I have had a problem since Hibernate 4.1.8 resulting in the following exception:
org.hibernate.ObjectNotFoundException: No row with the given identifier exists: [test.hibernate.TestPrepravkaOsobaSAdresou$Uvazek#2]
I have a simple OneToMany association between two entities:
@Entity(name = "Ppv")
@Table(name = "PPV")
public static class Ppv {
@Id
Long ppvId;
@OneToMany(fetch = FetchType.EAGER, mappedBy = "ppv")
Set<Uvazek> uvazeks = new HashSet<Uvazek>(0);
}
@Entity(name = "Uvazek")
@Table(name = "UVAZEK")
public static class Uvazek {
@Id
Long uvazekId;
@ManyToOne
@JoinColumn(name = "PPV_FXID")
Ppv ppv;
}
and a test case where I have one Ppv and two Uvazek. When I load and detach a Ppv, delete one Uvazek associated with loaded Ppv and merge Ppv I get an exception.

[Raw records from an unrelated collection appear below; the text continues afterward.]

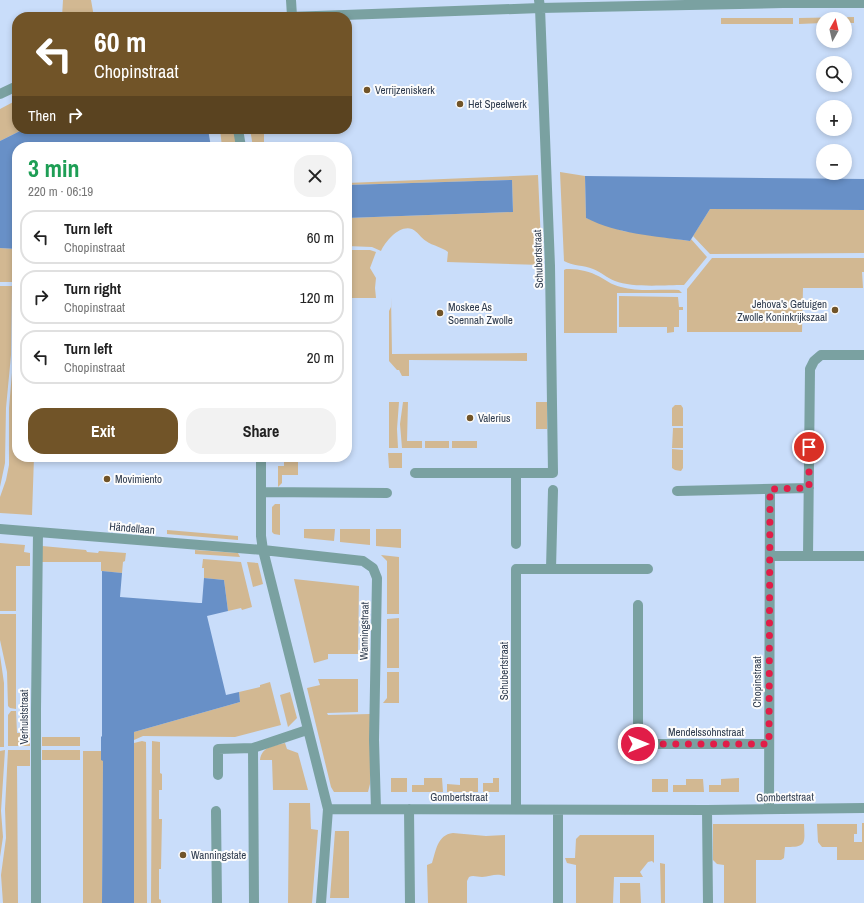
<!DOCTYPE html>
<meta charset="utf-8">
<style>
body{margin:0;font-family:"Archivo Narrow",sans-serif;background:#f2f2f2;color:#222;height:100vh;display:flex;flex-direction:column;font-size:15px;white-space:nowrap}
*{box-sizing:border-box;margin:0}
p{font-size:13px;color:#767676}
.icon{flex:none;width:22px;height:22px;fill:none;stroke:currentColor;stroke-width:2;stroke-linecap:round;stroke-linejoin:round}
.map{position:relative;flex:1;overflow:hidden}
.sheet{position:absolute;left:12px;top:142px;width:340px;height:320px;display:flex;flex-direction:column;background:#fff;border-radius:16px;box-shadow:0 2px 6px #0003}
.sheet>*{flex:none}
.guide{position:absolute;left:12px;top:12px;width:340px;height:122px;border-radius:16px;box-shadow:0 2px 6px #0003;background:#715428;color:#fff;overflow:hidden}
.needle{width:26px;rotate:8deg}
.controls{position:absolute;left:816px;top:12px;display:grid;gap:8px}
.controls a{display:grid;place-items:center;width:36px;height:36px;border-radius:50%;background:#fff;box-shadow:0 2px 6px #0003;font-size:20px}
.pin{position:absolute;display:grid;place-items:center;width:34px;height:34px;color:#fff;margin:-17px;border:2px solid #fff;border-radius:50%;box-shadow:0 1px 4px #0007}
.me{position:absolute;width:44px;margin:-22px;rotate:90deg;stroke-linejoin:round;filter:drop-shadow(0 0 3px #0008)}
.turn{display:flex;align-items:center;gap:14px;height:84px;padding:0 16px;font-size:18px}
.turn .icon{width:52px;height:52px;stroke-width:2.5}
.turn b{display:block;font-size:28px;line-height:34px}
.then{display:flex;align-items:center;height:38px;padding:0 16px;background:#0003;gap:8px;font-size:15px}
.round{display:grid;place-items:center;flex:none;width:42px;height:42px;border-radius:16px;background:#f2f2f2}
.summary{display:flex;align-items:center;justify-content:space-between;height:68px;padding:0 16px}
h1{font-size:24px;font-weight:700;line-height:30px;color:#1e9e55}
.primary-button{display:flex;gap:8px;margin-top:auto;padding:8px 16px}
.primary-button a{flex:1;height:46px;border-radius:16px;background:#715428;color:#fff;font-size:16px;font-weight:700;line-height:46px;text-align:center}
.primary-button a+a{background:#f2f2f2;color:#222}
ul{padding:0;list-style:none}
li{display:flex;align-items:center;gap:12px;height:54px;margin:0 8px 6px;padding:0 8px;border:2px solid #e0e0e0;border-radius:16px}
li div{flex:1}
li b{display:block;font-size:15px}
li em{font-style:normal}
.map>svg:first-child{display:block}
.green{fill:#d2b892}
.water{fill:#6890c7}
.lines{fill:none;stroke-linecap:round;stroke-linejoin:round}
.minor{stroke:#7aa1a1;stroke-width:10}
.route{stroke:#e11d48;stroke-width:7;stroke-dasharray:0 12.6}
.poi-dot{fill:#715428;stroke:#fcfcfc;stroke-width:1.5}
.labels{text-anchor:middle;stroke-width:4;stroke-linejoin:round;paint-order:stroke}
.poi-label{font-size:11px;fill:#2f3c4f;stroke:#fcfcfc;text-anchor:start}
.street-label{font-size:11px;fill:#2f3c4f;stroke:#fcfcfc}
</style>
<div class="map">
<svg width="864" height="903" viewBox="0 0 864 903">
<rect width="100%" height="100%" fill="#c9ddfa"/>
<path class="green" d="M63 0H91L94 17H62Z
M854 17V23H845V19H823V23L799 24V18Z
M721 18H793V24H721Z
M17 100V129H24L0 141V109Z
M220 129H235L237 147H222Z
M250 129H264V147H253Z
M560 172 585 176 586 218 623 231 690 241 691 239 707 257 684 285C665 285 632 288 615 281 607 278 601 272 593 269 584 265 572 266 564 261Z
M538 175 542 265 447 262 448 252C442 247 433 246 426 241 421 238 418 232 412 229 399 225 386 241 381 251L372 247 347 246V218L513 212 512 180 347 185V183Z
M710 209 864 210V253L710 254 693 236Z
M0 248 17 249V282H0Z
M347 250H370L376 252 370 268 376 278 375 288 376 298H347Z
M712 258H864V272H862L863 288H803L802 332H687V289Z
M566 269C576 269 586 270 596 275 605 279 611 285 621 287 638 292 661 289 679 290L682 293H617V333H564V270Z
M0 286H12L11 355 6 408 5 463 0 487Z
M15 286H17V457H34L32 515 0 513V497L6 480 9 465V408L13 361Z
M619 296 678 297 679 307H683V310H679V327H674V332L667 333V327H619Z
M391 297 392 354 527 353V361L409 360V376H402L399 370H397L389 361V311L391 307Z
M389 402H399L397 429 398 448H389Z
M403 402H408L407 441H422V448H402L400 424Z
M536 402H547V429H536Z
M675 405H681L683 408V426H672V408Z
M673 428H683V448H672Z
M425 441H449V448H425Z
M452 441H477V448H452Z
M672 449 683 450V468L681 471 675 470 672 468Z
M388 453H402V468H389Z
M284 461 298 462V475H282V483L278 487V466H284Z
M275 504H280V535L274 534 272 532V507Z
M304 529H335L334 541 304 538Z
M340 529H370V545L340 542Z
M376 529H401V548L376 546Z
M167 530 238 536V540L167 534Z
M0 543 25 545 24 552 30 553V566H16V611H0Z
M42 546 86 550 87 552 98 553 99 551 126 553 125 561 123 562 122 573 101 571V562H42Z
M195 550 238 553 240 557 195 554Z
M381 555 399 557V614H387V561Z
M203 559 241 562 252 607 242 610 241 608 228 611 224 580 204 578V568H202Z
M247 562 258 563 263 584 253 587Z
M294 579 359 586 358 654H328V659L314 663Z
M0 614H16V709L10 708 8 706 7 672 0 640Z
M399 618V668H387V619Z
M0 655 4 683V747H0Z
M387 672H399V703H383L387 698Z
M318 679H358V712L327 713 328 715 370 714V784L368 792H334L331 787 307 688 320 685Z
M270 682 281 725 235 737 143 736 134 740V732L240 702 239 692 260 687V685Z
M290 692 297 718 288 727 280 695Z
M11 711H16L17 733H30V746H8V715Z
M42 737H80V746H42Z
M142 741 146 742 147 903H134V743Z
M152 741 160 742V773L162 774V790H159V819H162L161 869H159V899L161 900V903H151Z
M285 743 287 749 298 753 308 790H273L272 760H260C262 746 274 746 285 743Z
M5 750 1 811 3 837 0 857V751Z
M8 750H30V766H17L18 903H3L1 875 6 838 5 809Z
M42 750H80V760H42Z
M83 751H101V760H103L102 903H83Z
M391 778H407V792H391Z
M424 778H442L443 792H412V785H424Z
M460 778H478V792H447V784L460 785Z
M493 778H499V792H483V783H493Z
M739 778V792H709V785H721V779Z
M652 779H668V792H652Z
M686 779H703L704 792H673V785H686Z
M289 803H310L311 829 318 830 312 903H288Z
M862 823H864V860H837V847H822L818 842 817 824H857V834H854V842H862Z
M713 824H804C805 845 806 847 785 847L784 858 781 860H756V903H724V865L717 864 713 860Z
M335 831H349V898H330Z
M453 833 486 836 505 835V876C496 873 491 876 482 877 477 877 473 875 469 877L467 881V903H428L427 865 432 863C436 851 437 835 453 833Z
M580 835H654V863L652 861 648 862 640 872 643 877H614L613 903H576V865L567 863 565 858H575L576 839Z
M660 863 665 864V903H661Z
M620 883H640L641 903H620Z"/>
<path class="water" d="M24 129H208L211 147H17V249L0 248V141Z
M585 176 864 179V210L710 209 690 241C655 236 618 234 586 218Z
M512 180 513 212 347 218V185Z
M102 571 122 573 120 597 199 603H202L204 578 224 580 228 611 207 616 226 695 239 692 240 702 134 732V903H102L103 761 101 760V737L102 736Z"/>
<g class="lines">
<path class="minor" d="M291 0 292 16
M289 17 540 8 783 3H864
M0 94 17 86
M238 129 241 147
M261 457V536L263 550 328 809 321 903
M415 473H553L550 266 540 8 539 0
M677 491 809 488
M261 492 387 493
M0 529 263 550 363 561 373 568 377 578 374 740 376 809
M516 544V473
M770 556H864
M808 556 810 369 814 361 821 355H864
M551 569 553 490
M638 605V744H769
M253 748 307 730
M218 775V749L253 748 254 903
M328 809 707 810 864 808
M409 809 410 903
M516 809V569H648
M769 809 770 489
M558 810V903
M707 810 708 903
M216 811 217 903
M36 903V709L38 532"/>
</g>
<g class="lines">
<path class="route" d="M638 744H769L770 489 809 488V447"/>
</g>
<g class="poi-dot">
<circle cx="367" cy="90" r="4"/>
<circle cx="460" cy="104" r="4"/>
<circle cx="835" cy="310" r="4"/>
<circle cx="440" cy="313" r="4"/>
<circle cx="470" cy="418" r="4"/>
<circle cx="107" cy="479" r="4"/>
<circle cx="183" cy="855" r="4"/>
</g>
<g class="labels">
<g class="poi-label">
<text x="375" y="94">Verrijzeniskerk</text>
<text x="468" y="108">Het Speelwerk</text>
<text x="827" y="308" text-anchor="end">Jehova's Getuigen<tspan x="827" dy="13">Zwolle Koninkrijkszaal</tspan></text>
<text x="448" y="311">Moskee As<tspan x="448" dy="13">Soennah Zwolle</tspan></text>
<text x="478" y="422">Valerius</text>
<text x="115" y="483">Movimiento</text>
<text x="191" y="859">Wanningstate</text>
</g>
<g class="street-label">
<text transform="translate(538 259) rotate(-92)" y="4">Schubertstraat</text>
<text transform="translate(132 528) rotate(5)" y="4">Händellaan</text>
<text transform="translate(364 631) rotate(-89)" y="4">Wanningstraat</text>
<text transform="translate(504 671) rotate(-90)" y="4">Schubertstraat</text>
<text transform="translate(757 682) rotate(-90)" y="4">Chopinstraat</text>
<text transform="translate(24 717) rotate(-90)" y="4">Verhulststraat</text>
<text x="706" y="736">Mendelssohnstraat</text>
<text x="459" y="801">Gombertstraat</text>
<text transform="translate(785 797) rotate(-1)" y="4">Gombertstraat</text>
</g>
</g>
</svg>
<div class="controls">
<a><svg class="needle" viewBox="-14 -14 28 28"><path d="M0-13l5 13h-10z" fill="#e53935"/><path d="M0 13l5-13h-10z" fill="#767676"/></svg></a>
<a><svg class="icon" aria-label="search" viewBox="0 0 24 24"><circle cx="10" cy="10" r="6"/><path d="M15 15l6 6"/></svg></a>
<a>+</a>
<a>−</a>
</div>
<div class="pin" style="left:809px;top:447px;background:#d93025"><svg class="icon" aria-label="arrive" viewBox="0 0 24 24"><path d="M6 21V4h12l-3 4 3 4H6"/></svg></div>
<svg class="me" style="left:638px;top:744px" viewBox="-20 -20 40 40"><circle r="17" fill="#e11d48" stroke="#fff" stroke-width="3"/><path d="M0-11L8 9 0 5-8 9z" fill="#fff"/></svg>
<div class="guide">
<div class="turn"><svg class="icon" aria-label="left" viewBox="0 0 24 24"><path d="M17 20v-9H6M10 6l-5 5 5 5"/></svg><div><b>60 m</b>Chopinstraat</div></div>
<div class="then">Then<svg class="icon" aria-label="right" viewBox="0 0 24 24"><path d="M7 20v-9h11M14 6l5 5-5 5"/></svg></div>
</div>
<section class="sheet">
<div class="summary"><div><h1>3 min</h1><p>220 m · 06:19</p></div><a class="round"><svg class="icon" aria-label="close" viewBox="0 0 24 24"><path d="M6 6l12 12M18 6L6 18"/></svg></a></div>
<ul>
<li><svg class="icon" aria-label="left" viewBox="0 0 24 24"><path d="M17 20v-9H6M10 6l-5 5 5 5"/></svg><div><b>Turn left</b><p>Chopinstraat</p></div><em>60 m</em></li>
<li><svg class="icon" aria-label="right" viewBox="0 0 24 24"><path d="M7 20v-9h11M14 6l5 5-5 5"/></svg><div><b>Turn right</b><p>Chopinstraat</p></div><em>120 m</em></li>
<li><svg class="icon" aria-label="left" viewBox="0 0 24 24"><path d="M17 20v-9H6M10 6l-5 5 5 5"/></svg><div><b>Turn left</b><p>Chopinstraat</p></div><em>20 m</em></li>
</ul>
<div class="primary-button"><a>Exit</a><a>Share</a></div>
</section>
</div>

jdbcTemplate.execute("insert into PPV values(1)");
jdbcTemplate.execute("insert into UVAZEK values(2, 1)");
jdbcTemplate.execute("insert into UVAZEK values(3, 1)");
Ppv ppv = (Ppv) getSession().get(Ppv.class, 1l);
getSession().clear();
getSession().delete(getSession().get(Uvazek.class, 2l));
getSession().flush();
getSession().merge(ppv);
getSession().flush(); //Causes the exception
During the Ppv merge, Hibernate tries to load the deleted Uvazek. Even though Uvazek is deleted, Hibernate still has information about it in
org.hibernate.collection.internal.AbstractPersistentCollection.storedSnapshot
on uvazek's set on the detached Ppv. In a previous version (<4.1.8) this works. In this simple example I can repair it by adding orphanRemoval=true
on uvazeks set on Ppv and instead of deleting uvazek remove it from uvazeks set on Ppv.
So my question is: Is this a Hibernate bug or my bad practice?